### Data to process
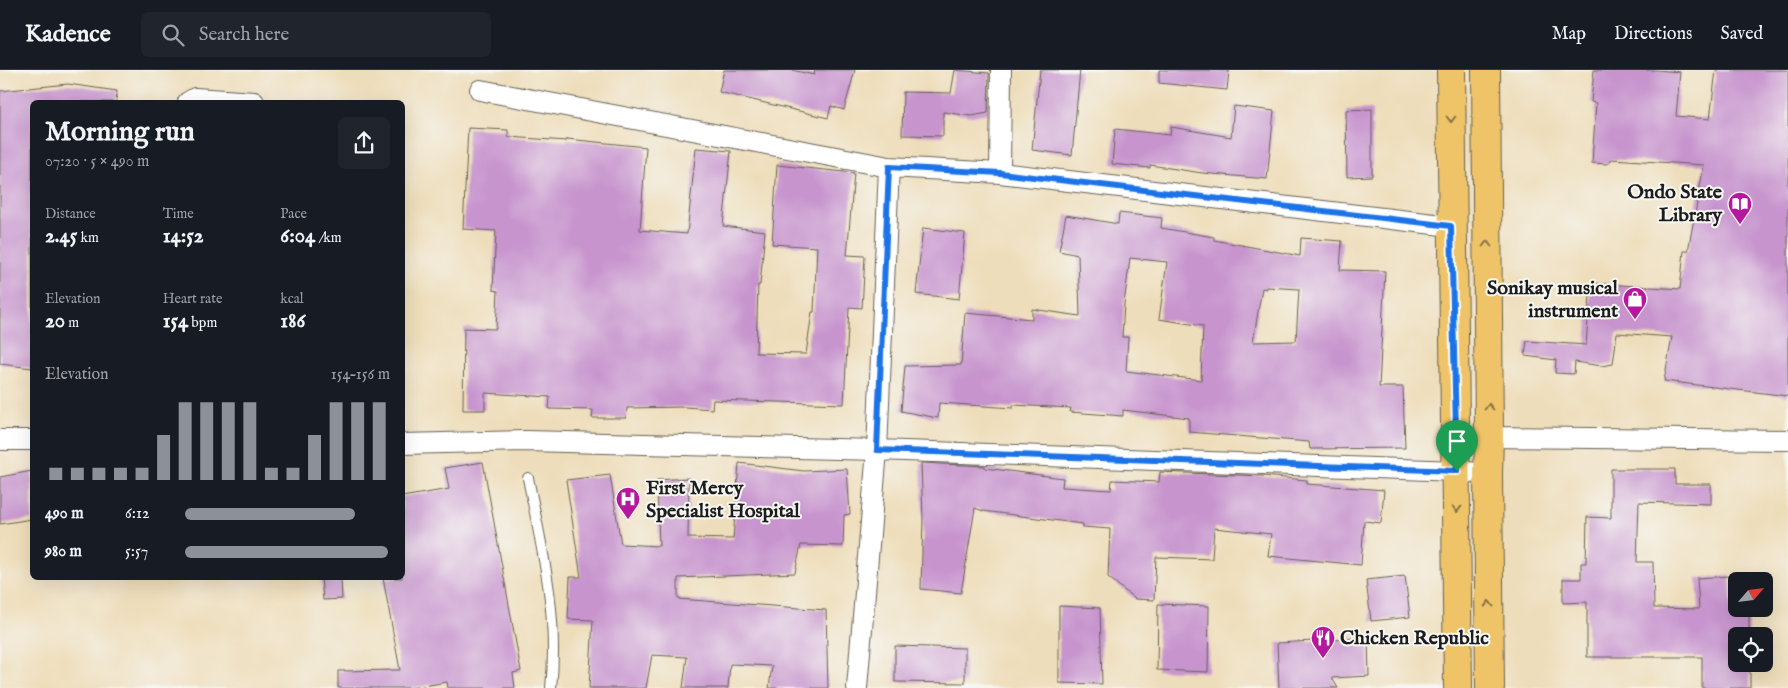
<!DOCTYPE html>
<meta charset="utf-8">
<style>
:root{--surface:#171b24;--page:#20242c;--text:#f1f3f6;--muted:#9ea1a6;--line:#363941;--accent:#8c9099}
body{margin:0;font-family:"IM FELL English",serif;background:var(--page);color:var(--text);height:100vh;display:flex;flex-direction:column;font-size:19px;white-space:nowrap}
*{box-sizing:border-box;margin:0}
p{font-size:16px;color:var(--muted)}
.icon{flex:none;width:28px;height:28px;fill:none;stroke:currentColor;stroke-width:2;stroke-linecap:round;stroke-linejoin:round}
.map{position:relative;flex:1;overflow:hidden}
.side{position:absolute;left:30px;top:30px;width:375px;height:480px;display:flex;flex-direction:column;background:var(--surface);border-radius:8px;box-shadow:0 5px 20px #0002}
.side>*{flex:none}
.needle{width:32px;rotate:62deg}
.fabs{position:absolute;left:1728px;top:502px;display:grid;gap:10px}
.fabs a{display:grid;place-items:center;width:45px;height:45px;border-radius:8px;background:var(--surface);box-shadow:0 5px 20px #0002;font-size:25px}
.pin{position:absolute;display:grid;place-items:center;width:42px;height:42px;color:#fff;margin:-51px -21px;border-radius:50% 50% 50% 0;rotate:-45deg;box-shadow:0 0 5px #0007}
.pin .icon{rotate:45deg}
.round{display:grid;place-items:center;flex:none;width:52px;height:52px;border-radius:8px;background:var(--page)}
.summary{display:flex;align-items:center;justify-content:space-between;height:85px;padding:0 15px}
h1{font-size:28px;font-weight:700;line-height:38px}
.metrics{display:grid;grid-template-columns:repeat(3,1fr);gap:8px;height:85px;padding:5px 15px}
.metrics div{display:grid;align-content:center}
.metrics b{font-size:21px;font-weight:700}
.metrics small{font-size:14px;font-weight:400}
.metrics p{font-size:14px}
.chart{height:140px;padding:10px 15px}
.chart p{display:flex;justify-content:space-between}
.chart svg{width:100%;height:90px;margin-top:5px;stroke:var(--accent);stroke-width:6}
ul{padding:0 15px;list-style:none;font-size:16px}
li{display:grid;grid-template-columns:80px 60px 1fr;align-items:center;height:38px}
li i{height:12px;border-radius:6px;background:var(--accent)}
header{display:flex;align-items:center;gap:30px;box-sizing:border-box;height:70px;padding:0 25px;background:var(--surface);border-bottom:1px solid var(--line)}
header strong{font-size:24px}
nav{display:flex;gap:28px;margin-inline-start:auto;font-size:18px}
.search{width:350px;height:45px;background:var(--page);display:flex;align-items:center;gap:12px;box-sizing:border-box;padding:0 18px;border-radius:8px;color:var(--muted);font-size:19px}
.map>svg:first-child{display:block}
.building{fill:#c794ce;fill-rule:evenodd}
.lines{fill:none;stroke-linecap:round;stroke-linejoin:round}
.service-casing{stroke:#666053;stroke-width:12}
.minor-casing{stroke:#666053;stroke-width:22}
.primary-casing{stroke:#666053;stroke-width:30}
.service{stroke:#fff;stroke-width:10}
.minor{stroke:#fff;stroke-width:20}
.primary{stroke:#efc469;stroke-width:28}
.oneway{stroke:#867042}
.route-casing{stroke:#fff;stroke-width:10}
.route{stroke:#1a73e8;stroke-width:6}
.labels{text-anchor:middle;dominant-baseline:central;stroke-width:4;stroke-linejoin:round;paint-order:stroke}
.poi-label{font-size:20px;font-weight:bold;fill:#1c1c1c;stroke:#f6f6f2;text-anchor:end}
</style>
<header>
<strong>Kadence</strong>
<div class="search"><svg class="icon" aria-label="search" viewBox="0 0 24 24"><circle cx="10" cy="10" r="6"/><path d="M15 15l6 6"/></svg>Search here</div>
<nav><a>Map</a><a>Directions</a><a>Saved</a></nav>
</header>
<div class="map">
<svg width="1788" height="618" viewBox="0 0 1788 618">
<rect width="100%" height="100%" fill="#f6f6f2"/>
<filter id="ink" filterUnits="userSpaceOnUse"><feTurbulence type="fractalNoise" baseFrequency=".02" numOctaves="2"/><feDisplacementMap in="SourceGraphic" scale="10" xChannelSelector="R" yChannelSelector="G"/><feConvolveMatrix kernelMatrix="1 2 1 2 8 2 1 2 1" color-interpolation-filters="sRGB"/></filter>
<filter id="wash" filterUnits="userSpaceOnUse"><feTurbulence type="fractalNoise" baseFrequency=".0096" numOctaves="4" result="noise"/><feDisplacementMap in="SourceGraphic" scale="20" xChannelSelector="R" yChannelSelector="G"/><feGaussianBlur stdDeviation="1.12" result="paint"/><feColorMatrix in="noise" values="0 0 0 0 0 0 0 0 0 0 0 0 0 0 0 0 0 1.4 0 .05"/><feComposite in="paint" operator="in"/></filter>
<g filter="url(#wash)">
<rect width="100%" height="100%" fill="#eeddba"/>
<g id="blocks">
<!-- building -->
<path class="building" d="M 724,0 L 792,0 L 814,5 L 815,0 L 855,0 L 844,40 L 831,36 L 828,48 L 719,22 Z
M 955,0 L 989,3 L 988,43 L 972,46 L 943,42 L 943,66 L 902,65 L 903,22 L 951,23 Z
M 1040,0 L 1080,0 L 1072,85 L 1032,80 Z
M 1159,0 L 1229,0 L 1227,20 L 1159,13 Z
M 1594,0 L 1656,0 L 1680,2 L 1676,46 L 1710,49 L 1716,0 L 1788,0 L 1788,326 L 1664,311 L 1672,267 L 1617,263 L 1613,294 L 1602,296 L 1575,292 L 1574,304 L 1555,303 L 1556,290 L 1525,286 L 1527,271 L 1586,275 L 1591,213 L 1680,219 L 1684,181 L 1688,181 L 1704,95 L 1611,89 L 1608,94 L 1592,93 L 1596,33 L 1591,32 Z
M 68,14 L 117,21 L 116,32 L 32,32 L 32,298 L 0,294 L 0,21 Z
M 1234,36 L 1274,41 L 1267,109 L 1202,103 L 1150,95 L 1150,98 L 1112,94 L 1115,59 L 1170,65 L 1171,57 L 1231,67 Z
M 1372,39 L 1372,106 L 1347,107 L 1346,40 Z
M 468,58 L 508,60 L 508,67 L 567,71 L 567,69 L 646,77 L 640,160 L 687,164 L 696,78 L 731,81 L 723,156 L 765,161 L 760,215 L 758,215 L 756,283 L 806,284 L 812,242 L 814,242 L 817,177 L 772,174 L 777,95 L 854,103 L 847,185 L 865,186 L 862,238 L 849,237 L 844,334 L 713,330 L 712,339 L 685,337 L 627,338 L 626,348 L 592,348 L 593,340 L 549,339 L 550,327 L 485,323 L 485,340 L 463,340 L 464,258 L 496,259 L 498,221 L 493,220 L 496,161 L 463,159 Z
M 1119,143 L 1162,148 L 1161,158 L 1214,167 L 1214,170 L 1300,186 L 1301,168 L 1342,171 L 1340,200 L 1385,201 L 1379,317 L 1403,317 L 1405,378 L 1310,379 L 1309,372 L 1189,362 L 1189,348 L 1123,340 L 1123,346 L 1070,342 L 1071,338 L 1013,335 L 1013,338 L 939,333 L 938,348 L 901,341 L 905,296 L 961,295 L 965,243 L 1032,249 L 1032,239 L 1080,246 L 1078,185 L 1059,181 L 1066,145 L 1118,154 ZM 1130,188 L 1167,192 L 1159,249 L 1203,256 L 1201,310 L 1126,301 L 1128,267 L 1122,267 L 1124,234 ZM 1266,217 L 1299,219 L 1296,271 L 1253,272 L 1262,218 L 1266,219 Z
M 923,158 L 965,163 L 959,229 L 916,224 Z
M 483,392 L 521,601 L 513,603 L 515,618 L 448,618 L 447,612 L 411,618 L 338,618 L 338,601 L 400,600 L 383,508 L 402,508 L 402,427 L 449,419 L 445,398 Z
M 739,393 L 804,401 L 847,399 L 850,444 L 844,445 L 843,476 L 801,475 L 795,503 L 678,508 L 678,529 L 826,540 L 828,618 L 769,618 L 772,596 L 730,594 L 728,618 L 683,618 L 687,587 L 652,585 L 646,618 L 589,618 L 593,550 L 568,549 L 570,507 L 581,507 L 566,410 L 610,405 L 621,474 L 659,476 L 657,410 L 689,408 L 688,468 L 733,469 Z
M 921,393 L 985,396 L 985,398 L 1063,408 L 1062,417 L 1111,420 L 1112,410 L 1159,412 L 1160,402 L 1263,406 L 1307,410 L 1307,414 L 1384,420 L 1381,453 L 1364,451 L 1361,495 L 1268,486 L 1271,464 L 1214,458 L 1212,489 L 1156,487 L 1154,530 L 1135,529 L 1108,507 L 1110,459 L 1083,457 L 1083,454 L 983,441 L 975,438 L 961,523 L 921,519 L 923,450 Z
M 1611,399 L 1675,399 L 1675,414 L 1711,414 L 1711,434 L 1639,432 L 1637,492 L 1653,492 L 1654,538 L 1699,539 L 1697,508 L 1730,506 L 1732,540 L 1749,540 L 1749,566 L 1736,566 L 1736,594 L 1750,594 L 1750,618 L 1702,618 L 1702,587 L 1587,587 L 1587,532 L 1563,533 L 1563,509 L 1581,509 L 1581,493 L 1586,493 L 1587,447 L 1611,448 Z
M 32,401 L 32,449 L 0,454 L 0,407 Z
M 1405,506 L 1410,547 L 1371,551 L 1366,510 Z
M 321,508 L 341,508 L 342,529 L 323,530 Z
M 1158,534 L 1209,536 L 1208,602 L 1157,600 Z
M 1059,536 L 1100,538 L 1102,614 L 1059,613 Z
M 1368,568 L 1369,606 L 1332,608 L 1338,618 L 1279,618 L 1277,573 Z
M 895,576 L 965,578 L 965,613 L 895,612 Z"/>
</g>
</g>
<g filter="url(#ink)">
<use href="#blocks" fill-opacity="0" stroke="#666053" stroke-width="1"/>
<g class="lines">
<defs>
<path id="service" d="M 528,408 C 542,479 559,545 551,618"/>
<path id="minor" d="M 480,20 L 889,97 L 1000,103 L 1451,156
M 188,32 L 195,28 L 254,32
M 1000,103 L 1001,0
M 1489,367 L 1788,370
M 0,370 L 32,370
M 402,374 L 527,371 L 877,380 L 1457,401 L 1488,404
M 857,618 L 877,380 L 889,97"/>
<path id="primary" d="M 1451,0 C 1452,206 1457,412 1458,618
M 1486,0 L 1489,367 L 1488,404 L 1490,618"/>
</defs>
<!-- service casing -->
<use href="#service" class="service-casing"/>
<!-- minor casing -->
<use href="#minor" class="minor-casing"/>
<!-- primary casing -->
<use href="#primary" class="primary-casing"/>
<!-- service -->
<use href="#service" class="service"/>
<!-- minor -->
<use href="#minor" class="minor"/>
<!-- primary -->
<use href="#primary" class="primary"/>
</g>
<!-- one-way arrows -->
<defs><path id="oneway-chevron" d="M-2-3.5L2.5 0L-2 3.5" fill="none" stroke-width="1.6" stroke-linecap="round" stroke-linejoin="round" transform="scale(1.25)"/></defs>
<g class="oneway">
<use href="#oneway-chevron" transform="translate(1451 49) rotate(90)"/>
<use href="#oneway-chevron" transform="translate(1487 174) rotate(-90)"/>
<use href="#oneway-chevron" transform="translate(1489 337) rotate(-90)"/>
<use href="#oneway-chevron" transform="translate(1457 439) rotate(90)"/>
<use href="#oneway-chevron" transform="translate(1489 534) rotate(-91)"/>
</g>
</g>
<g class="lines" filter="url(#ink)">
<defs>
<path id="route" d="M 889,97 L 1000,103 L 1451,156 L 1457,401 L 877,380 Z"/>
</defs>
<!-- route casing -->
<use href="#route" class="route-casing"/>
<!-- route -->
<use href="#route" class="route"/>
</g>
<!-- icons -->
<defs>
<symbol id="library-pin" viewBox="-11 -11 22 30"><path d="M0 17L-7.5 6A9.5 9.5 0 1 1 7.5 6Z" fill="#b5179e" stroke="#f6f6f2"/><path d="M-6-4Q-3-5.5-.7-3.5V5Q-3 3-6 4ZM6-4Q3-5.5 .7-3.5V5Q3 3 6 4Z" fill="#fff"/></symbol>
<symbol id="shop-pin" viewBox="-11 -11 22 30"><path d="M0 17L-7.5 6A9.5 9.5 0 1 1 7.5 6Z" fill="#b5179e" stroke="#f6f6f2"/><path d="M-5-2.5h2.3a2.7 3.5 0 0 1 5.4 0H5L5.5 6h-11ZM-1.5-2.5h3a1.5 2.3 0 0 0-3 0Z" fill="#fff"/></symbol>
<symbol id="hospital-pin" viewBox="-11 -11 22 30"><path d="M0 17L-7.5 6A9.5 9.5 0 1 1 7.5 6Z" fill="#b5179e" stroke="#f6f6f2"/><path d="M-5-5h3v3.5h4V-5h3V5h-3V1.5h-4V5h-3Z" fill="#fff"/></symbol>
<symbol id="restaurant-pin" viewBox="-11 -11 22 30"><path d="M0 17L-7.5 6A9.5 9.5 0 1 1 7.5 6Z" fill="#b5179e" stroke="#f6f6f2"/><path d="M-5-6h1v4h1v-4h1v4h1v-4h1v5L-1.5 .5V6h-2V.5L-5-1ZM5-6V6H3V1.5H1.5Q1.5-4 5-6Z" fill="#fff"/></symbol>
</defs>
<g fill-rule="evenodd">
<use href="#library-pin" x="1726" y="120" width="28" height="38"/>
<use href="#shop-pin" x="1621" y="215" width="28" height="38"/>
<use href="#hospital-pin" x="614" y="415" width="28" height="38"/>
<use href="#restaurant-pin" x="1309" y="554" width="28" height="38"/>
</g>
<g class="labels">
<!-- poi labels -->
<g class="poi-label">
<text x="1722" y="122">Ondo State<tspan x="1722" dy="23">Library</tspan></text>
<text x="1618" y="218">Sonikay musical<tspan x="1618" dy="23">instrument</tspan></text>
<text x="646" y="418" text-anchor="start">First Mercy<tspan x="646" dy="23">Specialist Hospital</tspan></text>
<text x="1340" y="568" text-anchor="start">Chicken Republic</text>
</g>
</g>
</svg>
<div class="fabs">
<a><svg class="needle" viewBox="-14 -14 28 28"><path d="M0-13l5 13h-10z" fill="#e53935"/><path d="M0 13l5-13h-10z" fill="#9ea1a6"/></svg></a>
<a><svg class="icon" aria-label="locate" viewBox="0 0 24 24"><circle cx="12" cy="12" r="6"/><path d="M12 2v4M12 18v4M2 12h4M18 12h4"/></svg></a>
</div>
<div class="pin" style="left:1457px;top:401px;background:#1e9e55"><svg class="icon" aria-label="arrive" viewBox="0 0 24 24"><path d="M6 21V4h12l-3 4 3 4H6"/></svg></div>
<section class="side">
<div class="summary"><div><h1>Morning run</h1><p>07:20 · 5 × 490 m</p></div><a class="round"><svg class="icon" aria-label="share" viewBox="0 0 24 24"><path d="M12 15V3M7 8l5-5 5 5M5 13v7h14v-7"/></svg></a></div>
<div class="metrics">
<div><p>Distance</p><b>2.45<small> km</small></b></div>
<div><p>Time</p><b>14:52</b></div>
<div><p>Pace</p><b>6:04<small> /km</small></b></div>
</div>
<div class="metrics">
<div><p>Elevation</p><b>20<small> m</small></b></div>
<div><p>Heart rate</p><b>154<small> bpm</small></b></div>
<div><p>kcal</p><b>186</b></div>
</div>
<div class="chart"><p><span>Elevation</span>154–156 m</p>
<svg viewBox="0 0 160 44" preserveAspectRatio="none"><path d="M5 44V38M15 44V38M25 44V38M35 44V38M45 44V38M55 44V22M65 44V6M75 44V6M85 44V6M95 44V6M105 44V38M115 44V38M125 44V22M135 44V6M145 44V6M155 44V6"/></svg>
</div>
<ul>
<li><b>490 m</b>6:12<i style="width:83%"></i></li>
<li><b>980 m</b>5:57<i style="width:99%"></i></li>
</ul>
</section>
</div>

### About this task
Please copy each line of the entries in which the word "fabs" shows up.

### Solution for this exercise
.fabs{position:absolute;left:1728px;top:502px;display:grid;gap:10px}
.fabs a{display:grid;place-items:center;width:45px;height:45px;border-radius:8px;background:var(--surface);box-shadow:0 5px 20px #0002;font-size:25px}
<div class="fabs">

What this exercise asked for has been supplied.